Riflettei, prima di rispondere. Che cosa voleva sentirsi dire Klara? E che cosa mi conveniva dirle?
«Mi ha detto che non era lui il Lupo. È vero, Klara?»
«Tutto qui? Cos'altro le ha detto?»
Presi in considerazione di dirle che aveva parlato di lei e dei bambini, ma non lo feci: non volevo mentirle. Non ne sarei stato in grado. «Niente, Klara, tutto qui. Non c'è stato molto tempo. Solo pochi secondi. Non ha sofferto troppo. Era sotto shock.»

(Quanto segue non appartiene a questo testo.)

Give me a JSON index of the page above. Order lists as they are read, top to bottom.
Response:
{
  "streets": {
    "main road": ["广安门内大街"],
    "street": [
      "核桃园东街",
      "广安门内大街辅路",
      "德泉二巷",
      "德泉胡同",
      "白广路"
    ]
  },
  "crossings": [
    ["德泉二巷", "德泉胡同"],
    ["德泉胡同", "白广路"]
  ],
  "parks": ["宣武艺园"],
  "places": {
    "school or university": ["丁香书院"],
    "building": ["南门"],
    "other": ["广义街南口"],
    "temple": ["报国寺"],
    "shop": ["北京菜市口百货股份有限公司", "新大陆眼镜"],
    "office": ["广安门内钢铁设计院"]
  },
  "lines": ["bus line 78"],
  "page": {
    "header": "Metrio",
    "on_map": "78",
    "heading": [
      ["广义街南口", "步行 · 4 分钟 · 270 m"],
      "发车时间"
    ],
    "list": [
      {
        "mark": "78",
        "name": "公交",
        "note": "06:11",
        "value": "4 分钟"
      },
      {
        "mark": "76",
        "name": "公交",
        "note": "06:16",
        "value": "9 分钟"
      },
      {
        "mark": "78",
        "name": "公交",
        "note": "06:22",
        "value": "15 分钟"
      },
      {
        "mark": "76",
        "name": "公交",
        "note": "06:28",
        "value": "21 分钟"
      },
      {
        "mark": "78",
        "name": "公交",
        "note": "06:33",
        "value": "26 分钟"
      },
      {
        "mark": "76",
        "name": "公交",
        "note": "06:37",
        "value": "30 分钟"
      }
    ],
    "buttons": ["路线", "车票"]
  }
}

Klara annuì. «Martin me l'aveva detto che potevo fidarmi di lei. La trovava fin troppo sincero. Lo so che mio marito non può aver detto niente di sentimentale nemmeno in punto di morte.»

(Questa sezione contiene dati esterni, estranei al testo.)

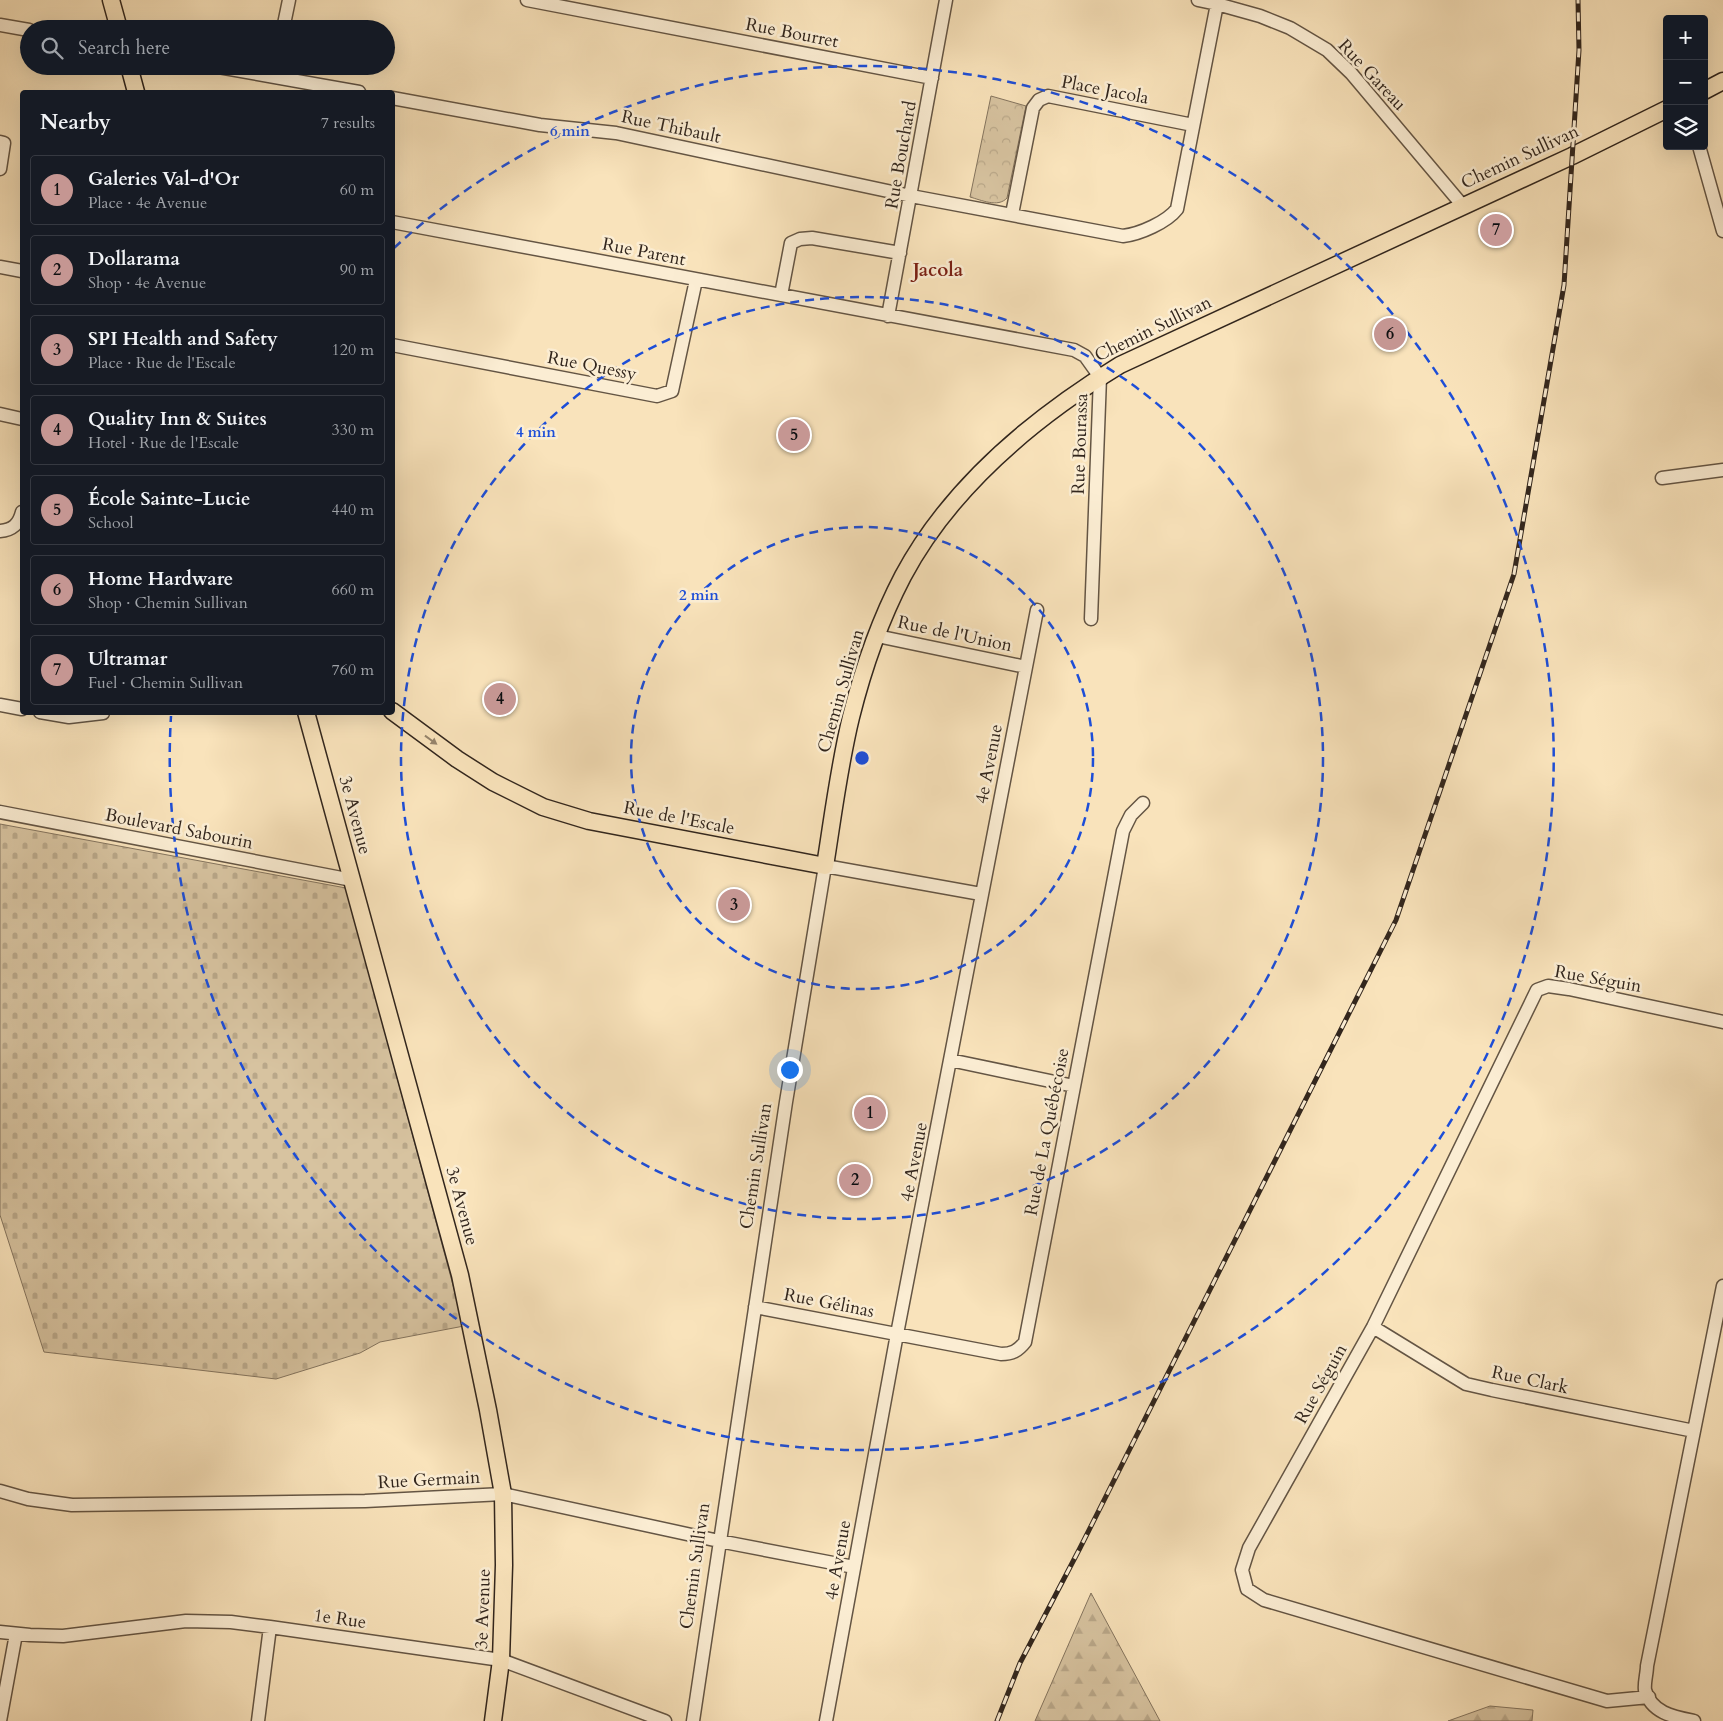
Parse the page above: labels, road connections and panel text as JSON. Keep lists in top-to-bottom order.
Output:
{
  "streets": {
    "main road": ["Chemin Sullivan", "3e Avenue", "Rue de l'Escale"],
    "street": [
      "Rue Bourret",
      "Rue Gareau",
      "Place Jacola",
      "Rue Thibault",
      "Rue Bouchard",
      "Rue Parent",
      "Rue Quessy",
      "Rue Bourassa",
      "Rue de l'Union",
      "4e Avenue",
      "Boulevard Sabourin",
      "Rue Séguin",
      "Rue de La Québécoise",
      "Rue Gélinas",
      "Rue Clark",
      "Rue Germain",
      "1e Rue"
    ]
  },
  "crossings": [
    ["Rue Bourret", "Rue Bouchard"],
    ["Rue Gareau", "Chemin Sullivan"],
    ["Rue Thibault", "Rue Bouchard"],
    ["Rue Bouchard", "Rue Parent"],
    ["Rue Bouchard", "Rue Bourassa"],
    ["Chemin Sullivan", "Rue Bourassa"],
    ["Chemin Sullivan", "Rue de l'Union"],
    ["Chemin Sullivan", "Rue de l'Escale"],
    ["Chemin Sullivan", "Rue Gélinas"],
    ["Chemin Sullivan", "Rue Germain"],
    ["Rue Parent", "Rue Quessy"],
    ["Rue Parent", "Rue Bourassa"],
    ["Rue de l'Union", "4e Avenue"],
    ["4e Avenue", "Rue de l'Escale"],
    ["4e Avenue", "Rue de La Québécoise"],
    ["4e Avenue", "Rue Gélinas"],
    ["4e Avenue", "Rue Germain"],
    ["3e Avenue", "Boulevard Sabourin"],
    ["3e Avenue", "Rue Germain"],
    ["3e Avenue", "1e Rue"],
    ["Rue Séguin", "Rue Clark"],
    ["Rue de La Québécoise", "Rue Gélinas"]
  ],
  "one_way": ["Rue de l'Escale"],
  "districts": ["Jacola"],
  "page": {
    "map_buttons": ["+", "−"],
    "search": "Search here",
    "heading": ["Nearby", "7 results"],
    "list": [
      {
        "mark": "1",
        "name": "Galeries Val-d'Or",
        "note": "Place · 4e Avenue",
        "value": "60 m"
      },
      {
        "mark": "2",
        "name": "Dollarama",
        "note": "Shop · 4e Avenue",
        "value": "90 m"
      },
      {
        "mark": "3",
        "name": "SPI Health and Safety",
        "note": "Place · Rue de l'Escale",
        "value": "120 m"
      },
      {
        "mark": "4",
        "name": "Quality Inn & Suites",
        "note": "Hotel · Rue de l'Escale",
        "value": "330 m"
      },
      {
        "mark": "5",
        "name": "École Sainte-Lucie",
        "note": "School",
        "value": "440 m"
      },
      {
        "mark": "6",
        "name": "Home Hardware",
        "note": "Shop · Chemin Sullivan",
        "value": "660 m"
      },
      {
        "mark": "7",
        "name": "Ultramar",
        "note": "Fuel · Chemin Sullivan",
        "value": "760 m"
      }
    ],
    "pins": [
      "7",
      "6",
      "5",
      "4",
      "3",
      "1",
      "2"
    ]
  },
  "rings": ["6 min", "4 min", "2 min"]
}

La guardai nei profondi occhi scuri, che sembravano straordinariamente vivaci.
«Le dispiace, Klara?» le chiesi.
Scoppiò a ridere. «Lo amavo per questo.»
Aveva alcune cose da dirmi, quella sera, nella campagna inglese. Iniziò una trattativa fra noi. Ascoltai le sue richieste.
«Voglio un salvacondotto per l'estero per me e i ragazzi. Nuove identità e la possibilità di portare con noi un po' dei nostri risparmi. Le dirò dove vogliamo andare a stare in un secondo tempo. Per ora, no.»
«Praga?» chiesi. Era una battuta.
«No, di certo non Praga, Alex. E nemmeno in Russia. Né in America, peraltro. Glielo dirò a tempo debito. Prima, però, stabiliamo che cosa volete in cambio del salvacondotto.»
«Vogliamo molto, Klara», risposi. «Vogliamo il Lupo. Che cosa sa di lui? Chi è? Dov'è? Che cosa le ha detto Martin?»
Sorrise. «Tutto. Martin mi adorava: non aveva segreti per me.»
114
Il Lupo atterrò con il suo aereo privato all'aeroporto di Teterboro, nel nord del New Jersey. Ad aspettarlo c'era una Range Rover nera con cui andò a New York City, città che disprezzava da sempre. C'era un traffico infernale come al solito e gli ci volle di più ad arrivare a Manhattan da Teterboro che a volare dal New Hampshire al New Jersey.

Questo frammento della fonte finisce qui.